The Guardian explains, "The project would use dual tunnels in the Underground's defunct stretches to create parallel pedestrian paths and cycle ways, also lined with cafes and click-and-collect points for online shopping. To help make the tunnels more financially viable, each path could be surfaced with kinetic paving, which uses footfall and the friction created by bike tyres to generate electricity."
On the firm's website, Gensler writes: "With current pressures on London to cope with future transport capacity for pedestrians, cyclists and tube users, London is in desperate need for new types of public and community space, as well as affordable retail, commerce and entertainment spaces. Subterranean spaces present an excellent option for new uses."
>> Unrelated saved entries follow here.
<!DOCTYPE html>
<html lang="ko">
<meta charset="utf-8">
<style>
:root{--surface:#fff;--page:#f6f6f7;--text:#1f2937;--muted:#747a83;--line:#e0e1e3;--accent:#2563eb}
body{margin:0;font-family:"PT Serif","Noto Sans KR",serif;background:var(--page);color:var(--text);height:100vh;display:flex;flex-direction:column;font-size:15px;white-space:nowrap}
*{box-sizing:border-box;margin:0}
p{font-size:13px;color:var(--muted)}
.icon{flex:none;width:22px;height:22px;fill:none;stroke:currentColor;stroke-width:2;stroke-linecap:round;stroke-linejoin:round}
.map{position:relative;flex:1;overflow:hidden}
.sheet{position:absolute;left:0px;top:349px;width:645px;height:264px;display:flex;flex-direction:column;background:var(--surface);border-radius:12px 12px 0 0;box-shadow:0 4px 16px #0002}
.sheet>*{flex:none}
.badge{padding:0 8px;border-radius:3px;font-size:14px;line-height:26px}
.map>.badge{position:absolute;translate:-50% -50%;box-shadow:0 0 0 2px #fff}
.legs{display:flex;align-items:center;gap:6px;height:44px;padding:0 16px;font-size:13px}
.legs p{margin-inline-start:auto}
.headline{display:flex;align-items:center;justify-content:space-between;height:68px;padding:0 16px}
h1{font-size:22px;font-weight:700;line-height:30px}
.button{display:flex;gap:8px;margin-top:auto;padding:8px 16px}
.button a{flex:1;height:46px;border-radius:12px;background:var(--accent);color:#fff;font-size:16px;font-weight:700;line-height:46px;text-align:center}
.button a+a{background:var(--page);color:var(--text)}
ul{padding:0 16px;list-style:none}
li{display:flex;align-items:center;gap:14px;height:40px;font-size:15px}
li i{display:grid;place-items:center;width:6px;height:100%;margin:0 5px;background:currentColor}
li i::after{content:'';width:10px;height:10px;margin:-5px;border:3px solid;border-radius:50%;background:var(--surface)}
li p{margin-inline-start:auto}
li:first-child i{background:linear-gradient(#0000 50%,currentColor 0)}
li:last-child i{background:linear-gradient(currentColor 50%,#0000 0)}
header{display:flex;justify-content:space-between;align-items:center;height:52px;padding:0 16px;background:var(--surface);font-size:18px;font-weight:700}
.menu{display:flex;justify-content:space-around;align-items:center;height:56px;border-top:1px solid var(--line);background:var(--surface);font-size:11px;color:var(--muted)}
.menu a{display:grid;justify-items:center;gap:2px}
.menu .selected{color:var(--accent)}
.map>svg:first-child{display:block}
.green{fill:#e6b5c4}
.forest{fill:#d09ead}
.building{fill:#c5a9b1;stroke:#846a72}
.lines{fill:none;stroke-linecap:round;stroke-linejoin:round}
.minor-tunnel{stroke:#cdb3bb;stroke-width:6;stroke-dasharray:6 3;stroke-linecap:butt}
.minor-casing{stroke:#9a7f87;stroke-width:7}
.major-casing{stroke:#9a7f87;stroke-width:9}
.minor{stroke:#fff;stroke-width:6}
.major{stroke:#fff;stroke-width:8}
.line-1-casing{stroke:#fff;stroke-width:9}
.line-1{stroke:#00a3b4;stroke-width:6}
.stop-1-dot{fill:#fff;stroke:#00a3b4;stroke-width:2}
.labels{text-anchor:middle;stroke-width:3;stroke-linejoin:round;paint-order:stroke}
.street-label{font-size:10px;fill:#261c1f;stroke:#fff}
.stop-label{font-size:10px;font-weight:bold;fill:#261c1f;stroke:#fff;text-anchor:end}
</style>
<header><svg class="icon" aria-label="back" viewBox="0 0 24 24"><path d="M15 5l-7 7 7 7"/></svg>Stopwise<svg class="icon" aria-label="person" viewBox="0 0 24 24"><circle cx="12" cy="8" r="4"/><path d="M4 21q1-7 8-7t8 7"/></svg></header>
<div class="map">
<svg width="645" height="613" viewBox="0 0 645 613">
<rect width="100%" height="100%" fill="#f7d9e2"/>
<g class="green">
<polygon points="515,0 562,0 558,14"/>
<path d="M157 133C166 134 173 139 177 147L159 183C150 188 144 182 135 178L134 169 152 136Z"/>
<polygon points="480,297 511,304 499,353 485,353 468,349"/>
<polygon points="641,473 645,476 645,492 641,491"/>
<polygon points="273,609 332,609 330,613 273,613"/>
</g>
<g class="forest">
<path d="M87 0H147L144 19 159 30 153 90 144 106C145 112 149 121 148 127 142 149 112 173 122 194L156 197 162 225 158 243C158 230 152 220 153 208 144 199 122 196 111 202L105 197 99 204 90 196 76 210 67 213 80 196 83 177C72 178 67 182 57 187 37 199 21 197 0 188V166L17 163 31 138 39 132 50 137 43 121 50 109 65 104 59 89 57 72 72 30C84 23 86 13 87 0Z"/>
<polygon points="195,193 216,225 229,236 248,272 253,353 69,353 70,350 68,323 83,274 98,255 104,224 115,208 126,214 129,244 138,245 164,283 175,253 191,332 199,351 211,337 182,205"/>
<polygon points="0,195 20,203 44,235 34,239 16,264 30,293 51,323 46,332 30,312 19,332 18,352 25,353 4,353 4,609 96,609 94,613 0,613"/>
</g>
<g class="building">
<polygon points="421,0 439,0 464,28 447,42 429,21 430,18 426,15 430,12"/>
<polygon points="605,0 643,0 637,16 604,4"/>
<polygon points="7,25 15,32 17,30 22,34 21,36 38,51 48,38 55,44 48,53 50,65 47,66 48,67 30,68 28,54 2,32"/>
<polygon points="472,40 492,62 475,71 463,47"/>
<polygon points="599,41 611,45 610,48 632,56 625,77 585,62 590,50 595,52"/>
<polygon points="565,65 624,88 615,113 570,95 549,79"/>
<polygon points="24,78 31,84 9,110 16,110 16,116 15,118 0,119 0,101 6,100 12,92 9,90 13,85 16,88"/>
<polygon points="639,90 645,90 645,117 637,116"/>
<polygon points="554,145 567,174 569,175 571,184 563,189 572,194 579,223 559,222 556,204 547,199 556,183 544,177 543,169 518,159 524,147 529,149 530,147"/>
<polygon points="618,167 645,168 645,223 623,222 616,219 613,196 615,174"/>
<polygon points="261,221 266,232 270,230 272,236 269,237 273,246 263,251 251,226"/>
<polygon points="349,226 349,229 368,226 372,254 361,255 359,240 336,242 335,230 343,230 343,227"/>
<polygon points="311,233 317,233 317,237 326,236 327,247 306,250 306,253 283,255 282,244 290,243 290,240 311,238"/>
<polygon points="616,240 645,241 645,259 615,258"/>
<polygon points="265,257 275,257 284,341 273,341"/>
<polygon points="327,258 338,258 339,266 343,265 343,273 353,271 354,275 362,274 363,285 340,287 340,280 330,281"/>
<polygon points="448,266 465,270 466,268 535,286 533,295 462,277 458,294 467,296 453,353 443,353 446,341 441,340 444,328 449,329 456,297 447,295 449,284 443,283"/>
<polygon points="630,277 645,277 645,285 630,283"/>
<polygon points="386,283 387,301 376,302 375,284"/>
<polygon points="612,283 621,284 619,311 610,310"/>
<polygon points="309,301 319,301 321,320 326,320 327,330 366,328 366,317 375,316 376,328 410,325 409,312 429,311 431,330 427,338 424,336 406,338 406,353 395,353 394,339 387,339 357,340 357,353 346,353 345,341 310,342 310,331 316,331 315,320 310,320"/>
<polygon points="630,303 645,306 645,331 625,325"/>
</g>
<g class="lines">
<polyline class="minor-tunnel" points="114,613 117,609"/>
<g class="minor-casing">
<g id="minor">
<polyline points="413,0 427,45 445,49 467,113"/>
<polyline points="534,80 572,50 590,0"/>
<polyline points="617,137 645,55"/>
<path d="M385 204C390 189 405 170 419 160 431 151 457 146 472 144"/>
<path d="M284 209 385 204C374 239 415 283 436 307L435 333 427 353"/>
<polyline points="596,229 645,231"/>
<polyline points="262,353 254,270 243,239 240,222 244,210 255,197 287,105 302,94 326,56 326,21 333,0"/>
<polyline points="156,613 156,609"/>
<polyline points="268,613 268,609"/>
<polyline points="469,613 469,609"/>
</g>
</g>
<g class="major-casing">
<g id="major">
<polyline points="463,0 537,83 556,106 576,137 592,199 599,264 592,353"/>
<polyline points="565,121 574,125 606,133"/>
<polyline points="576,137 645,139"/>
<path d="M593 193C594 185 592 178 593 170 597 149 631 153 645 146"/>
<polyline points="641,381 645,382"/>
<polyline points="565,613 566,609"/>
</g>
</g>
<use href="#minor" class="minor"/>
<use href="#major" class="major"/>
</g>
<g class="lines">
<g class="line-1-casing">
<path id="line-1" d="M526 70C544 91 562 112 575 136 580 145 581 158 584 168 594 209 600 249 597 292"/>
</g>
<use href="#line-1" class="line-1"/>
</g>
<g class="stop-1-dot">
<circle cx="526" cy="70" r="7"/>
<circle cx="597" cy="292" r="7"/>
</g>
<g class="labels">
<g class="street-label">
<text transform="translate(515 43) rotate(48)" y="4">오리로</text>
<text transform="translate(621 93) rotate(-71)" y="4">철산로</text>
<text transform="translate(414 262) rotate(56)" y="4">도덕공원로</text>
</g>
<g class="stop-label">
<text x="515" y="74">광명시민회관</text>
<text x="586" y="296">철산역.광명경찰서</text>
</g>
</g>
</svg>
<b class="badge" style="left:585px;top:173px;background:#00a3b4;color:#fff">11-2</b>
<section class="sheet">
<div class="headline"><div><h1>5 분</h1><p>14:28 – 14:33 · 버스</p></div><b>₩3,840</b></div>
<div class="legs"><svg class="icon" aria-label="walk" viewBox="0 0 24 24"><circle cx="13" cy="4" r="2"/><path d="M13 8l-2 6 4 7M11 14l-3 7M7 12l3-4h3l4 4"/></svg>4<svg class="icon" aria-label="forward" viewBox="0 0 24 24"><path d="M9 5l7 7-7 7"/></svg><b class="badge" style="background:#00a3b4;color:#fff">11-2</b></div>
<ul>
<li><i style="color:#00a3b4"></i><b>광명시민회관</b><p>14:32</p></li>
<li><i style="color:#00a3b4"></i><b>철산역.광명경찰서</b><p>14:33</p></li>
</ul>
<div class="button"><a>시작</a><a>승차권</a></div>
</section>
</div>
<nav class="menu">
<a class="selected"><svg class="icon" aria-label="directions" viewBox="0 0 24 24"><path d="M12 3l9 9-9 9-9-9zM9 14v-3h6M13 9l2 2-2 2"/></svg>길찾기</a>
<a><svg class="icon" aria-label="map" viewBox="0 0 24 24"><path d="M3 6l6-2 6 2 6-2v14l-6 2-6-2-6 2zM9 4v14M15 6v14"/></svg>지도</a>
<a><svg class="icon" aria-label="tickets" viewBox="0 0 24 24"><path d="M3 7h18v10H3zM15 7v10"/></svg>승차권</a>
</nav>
With plans for giant swaths of Philadelphia's underground to be converted to better (and hopefully less pungent) use in the next few decades - from the new East Market to the Reading Viaduct, to development under Market Street and elsewhere - perhaps it's useful to look - just look - at proposals such as Gensler's and think of it less as tangential and more as an overshot that might just - in whole or in part - wind up hitting the mark.